Activity: Output, exactly as written, the lines below starting at the line containing "Draw a box around" and ending at the line containing "I need the bounding". Drop the pictures and keep both end lines.

══ Provided records

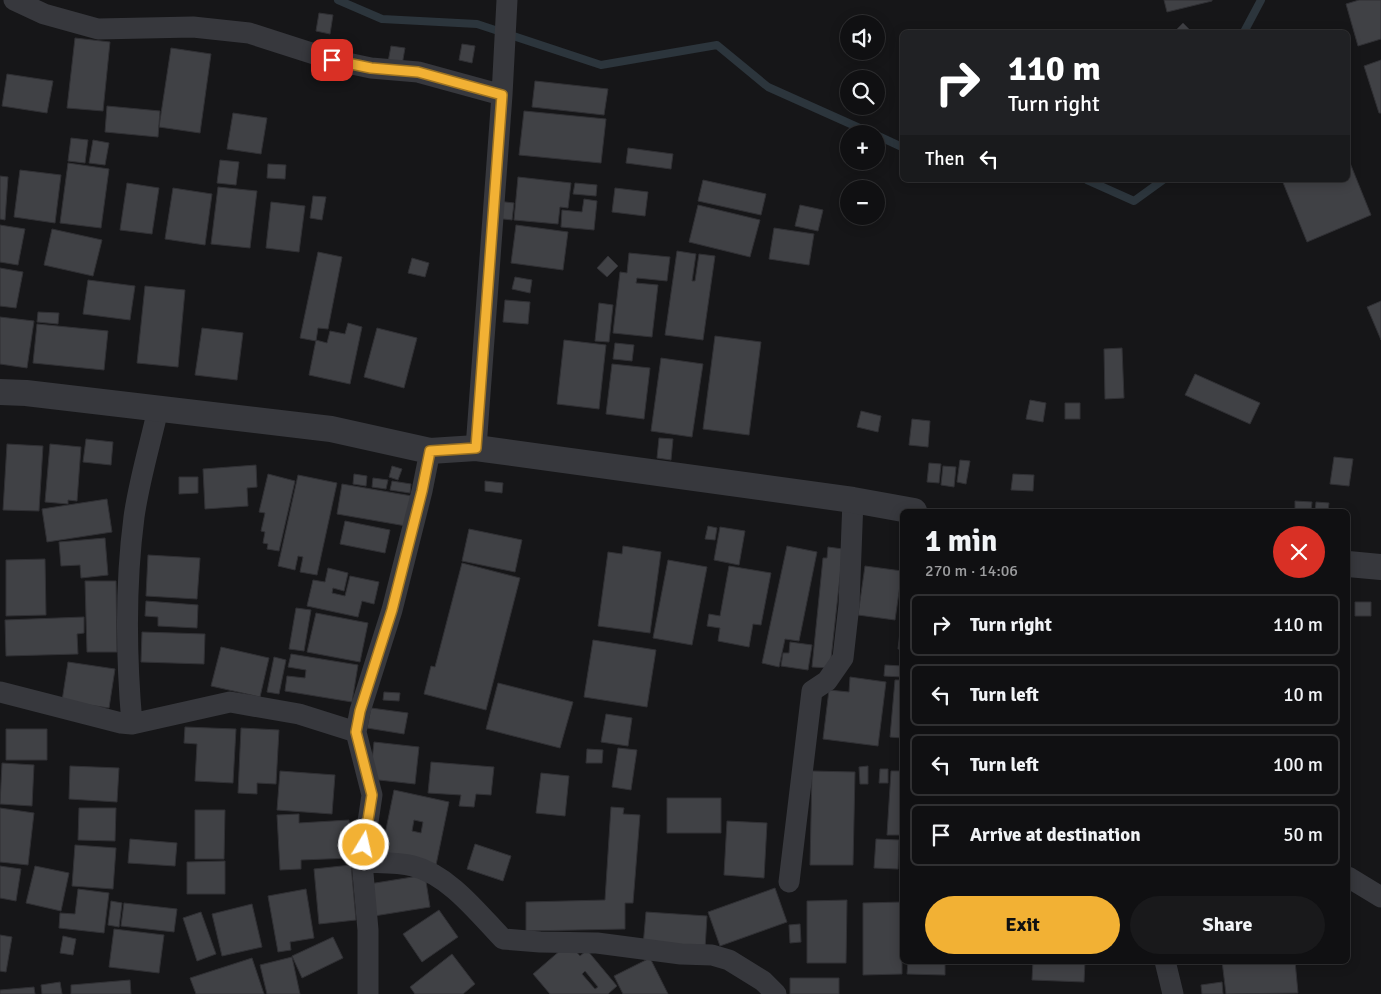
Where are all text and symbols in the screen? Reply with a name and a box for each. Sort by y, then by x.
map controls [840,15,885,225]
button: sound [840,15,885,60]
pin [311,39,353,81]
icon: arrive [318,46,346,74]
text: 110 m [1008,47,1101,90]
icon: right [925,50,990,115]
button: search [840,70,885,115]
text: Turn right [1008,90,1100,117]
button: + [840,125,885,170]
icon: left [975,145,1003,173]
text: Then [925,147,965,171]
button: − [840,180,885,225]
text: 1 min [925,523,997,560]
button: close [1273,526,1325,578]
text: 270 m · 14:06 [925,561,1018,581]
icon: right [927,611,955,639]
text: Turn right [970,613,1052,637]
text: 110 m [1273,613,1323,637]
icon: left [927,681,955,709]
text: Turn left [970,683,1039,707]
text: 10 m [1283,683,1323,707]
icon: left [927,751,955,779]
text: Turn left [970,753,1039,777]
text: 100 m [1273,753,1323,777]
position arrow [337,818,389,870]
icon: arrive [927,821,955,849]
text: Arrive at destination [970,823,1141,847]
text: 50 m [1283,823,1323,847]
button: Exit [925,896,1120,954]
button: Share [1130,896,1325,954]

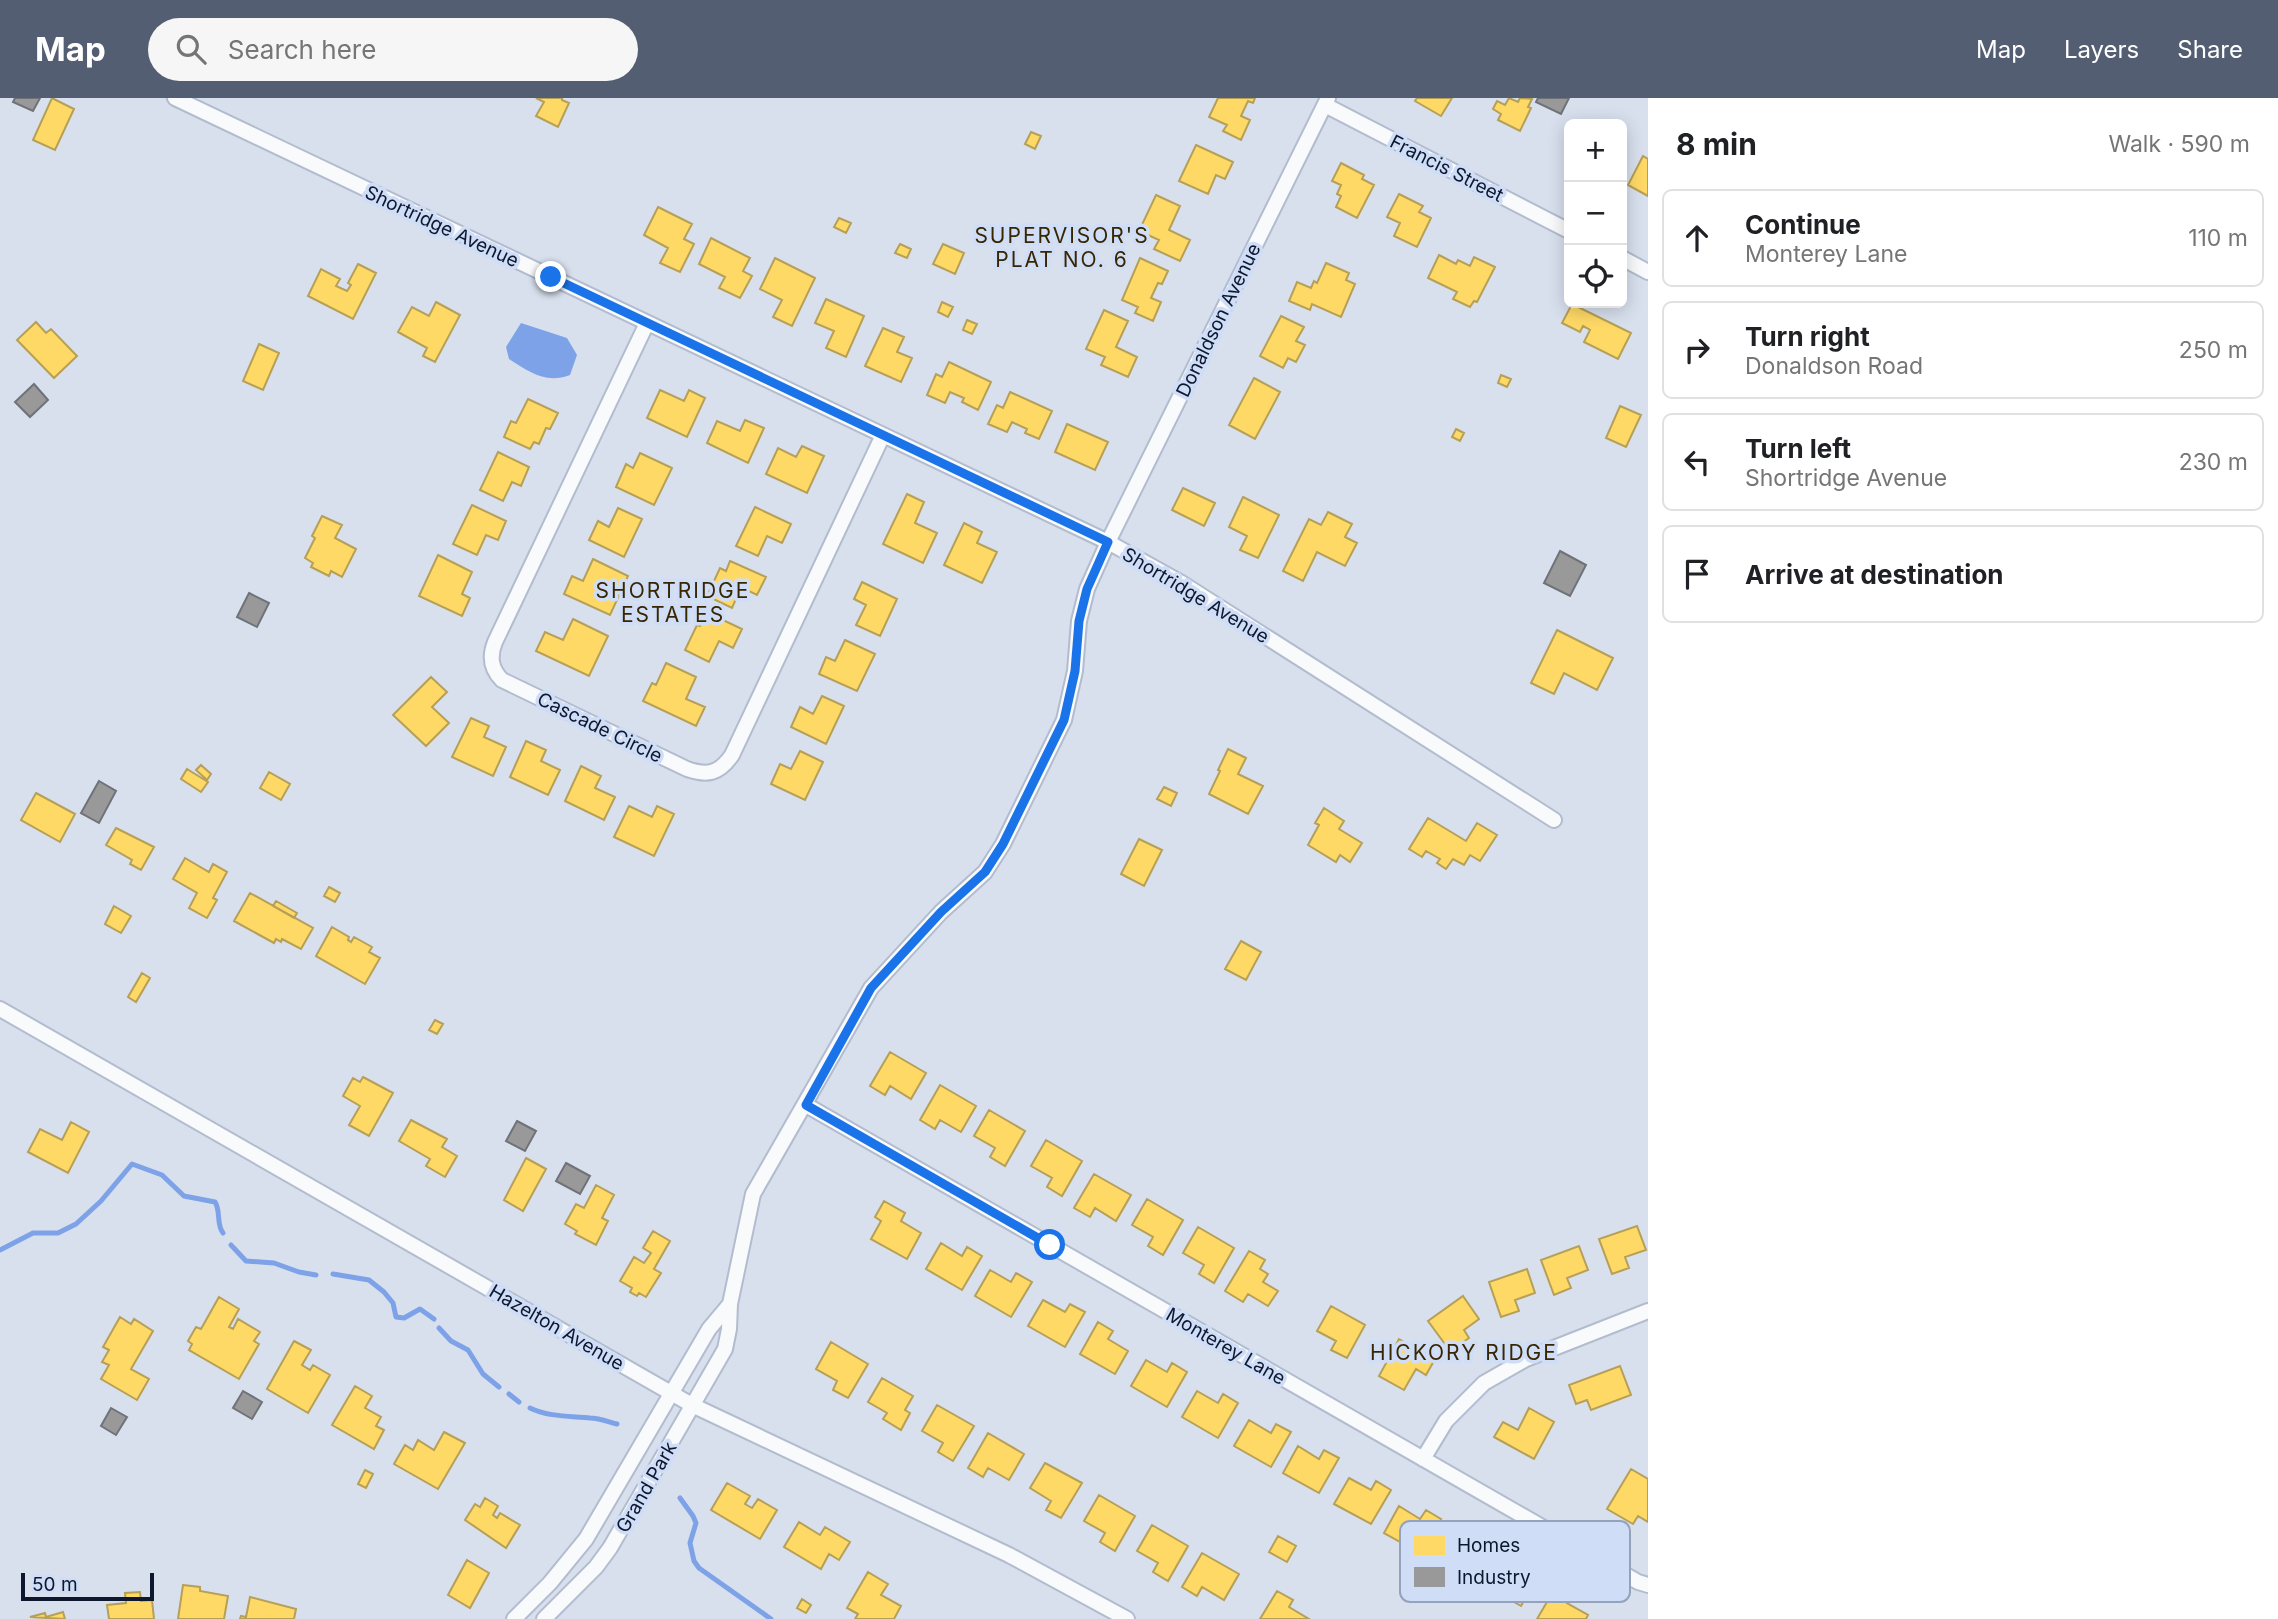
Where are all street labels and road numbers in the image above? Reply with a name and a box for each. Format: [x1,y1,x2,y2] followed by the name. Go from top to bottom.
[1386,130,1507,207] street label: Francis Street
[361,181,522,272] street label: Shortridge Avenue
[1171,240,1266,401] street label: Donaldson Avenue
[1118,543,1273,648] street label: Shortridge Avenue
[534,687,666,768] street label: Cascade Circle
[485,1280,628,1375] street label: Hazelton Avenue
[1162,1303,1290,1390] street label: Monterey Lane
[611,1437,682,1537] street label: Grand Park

════
══ Provided records

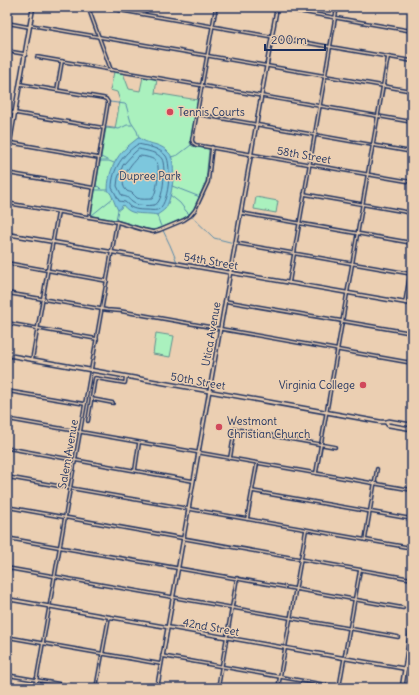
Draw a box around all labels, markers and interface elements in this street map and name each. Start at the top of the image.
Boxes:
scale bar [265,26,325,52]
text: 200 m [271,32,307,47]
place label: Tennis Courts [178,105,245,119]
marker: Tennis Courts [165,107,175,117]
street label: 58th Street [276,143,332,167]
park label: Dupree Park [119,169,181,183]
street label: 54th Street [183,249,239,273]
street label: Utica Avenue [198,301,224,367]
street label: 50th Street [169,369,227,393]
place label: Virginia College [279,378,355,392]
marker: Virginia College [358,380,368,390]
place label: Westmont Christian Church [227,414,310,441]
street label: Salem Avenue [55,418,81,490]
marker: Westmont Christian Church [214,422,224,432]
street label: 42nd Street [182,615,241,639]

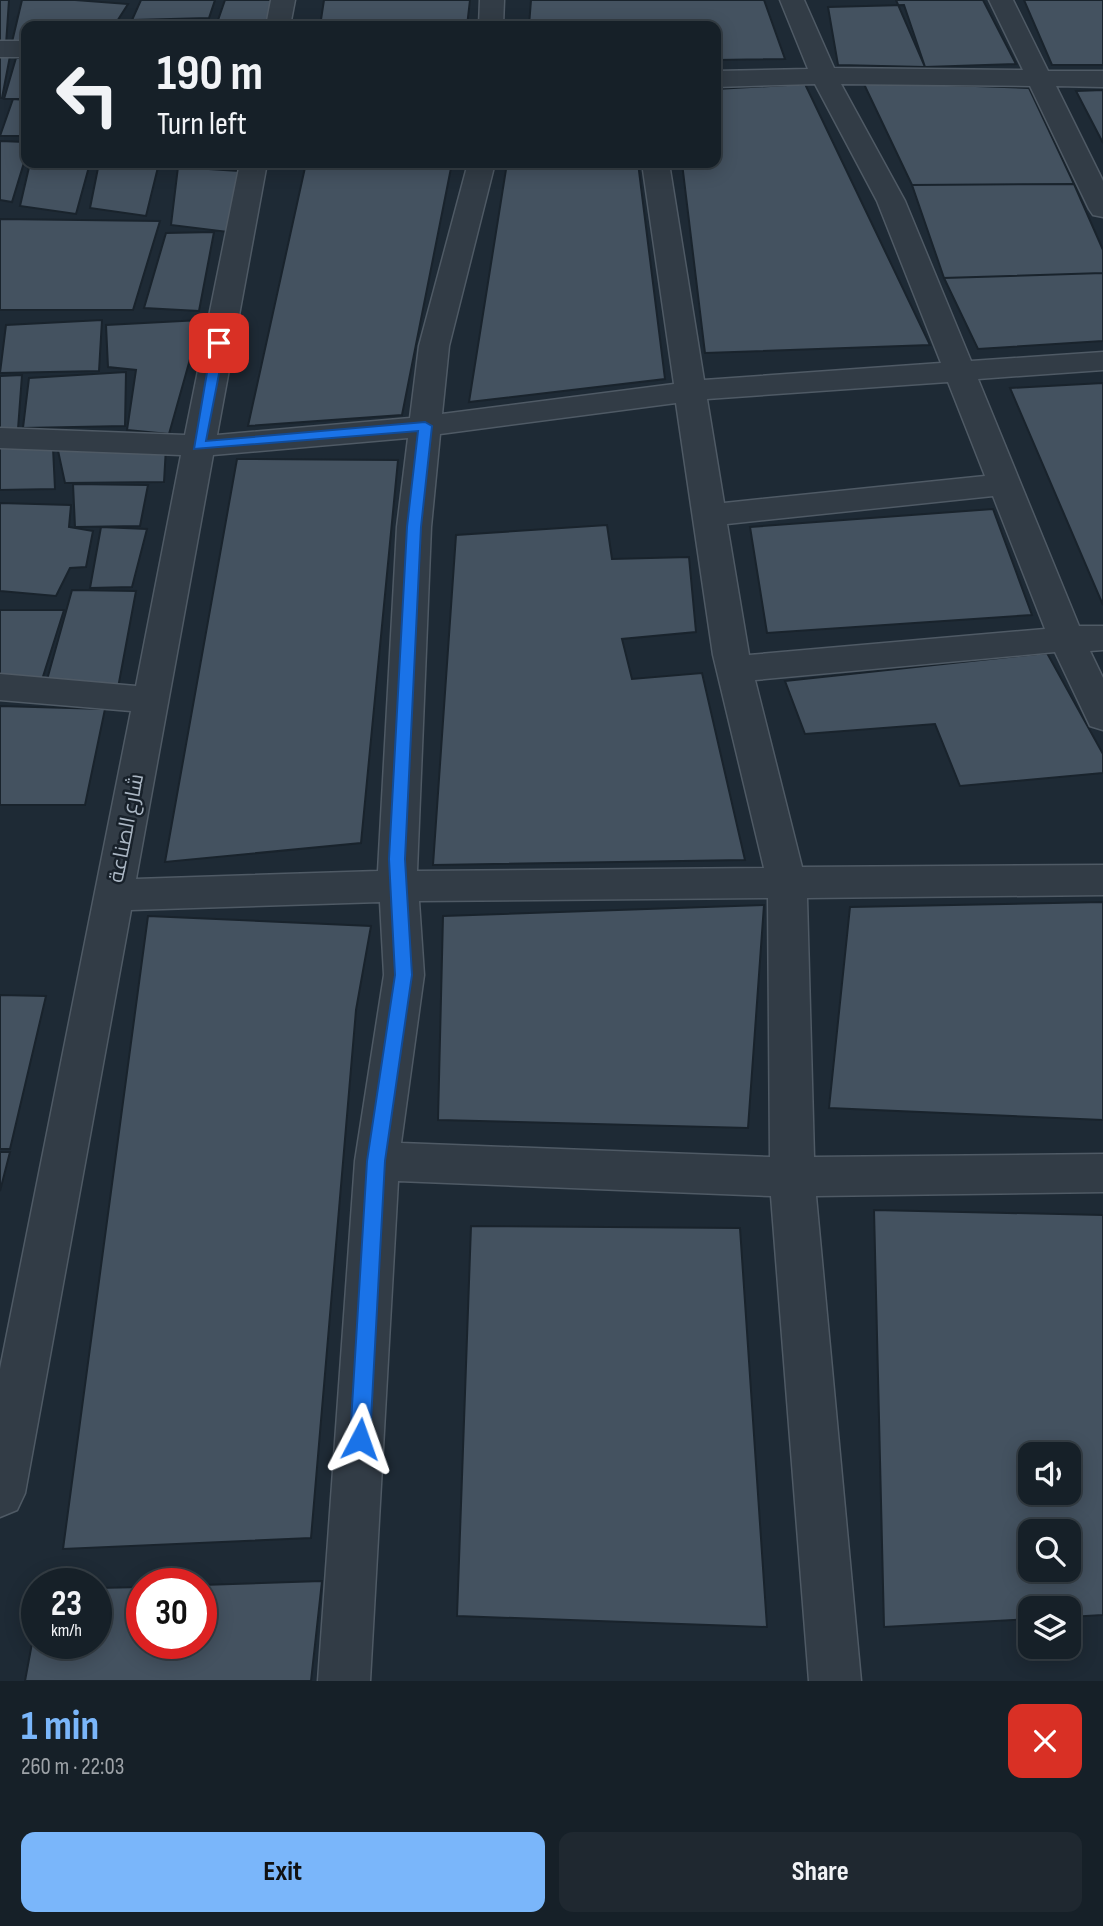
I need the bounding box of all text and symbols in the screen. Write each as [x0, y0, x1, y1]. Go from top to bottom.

════

Your response:
Draw a box around all labels, markers and interface elements in this street map and name each. Start at the top of the image.
Boxes:
scale bar [265,26,325,52]
text: 200 m [271,32,307,47]
place label: Tennis Courts [178,105,245,119]
marker: Tennis Courts [165,107,175,117]
street label: 58th Street [276,143,332,167]
park label: Dupree Park [119,169,181,183]
street label: 54th Street [183,249,239,273]
street label: Utica Avenue [198,301,224,367]
street label: 50th Street [169,369,227,393]
place label: Virginia College [279,378,355,392]
marker: Virginia College [358,380,368,390]
place label: Westmont Christian Church [227,414,310,441]
street label: Salem Avenue [55,418,81,490]
marker: Westmont Christian Church [214,422,224,432]
street label: 42nd Street [182,615,241,639]

I need the bounding box of all text and symbols in the screen. Write each as [x0, y0, x1, y1]. Go from top to bottom.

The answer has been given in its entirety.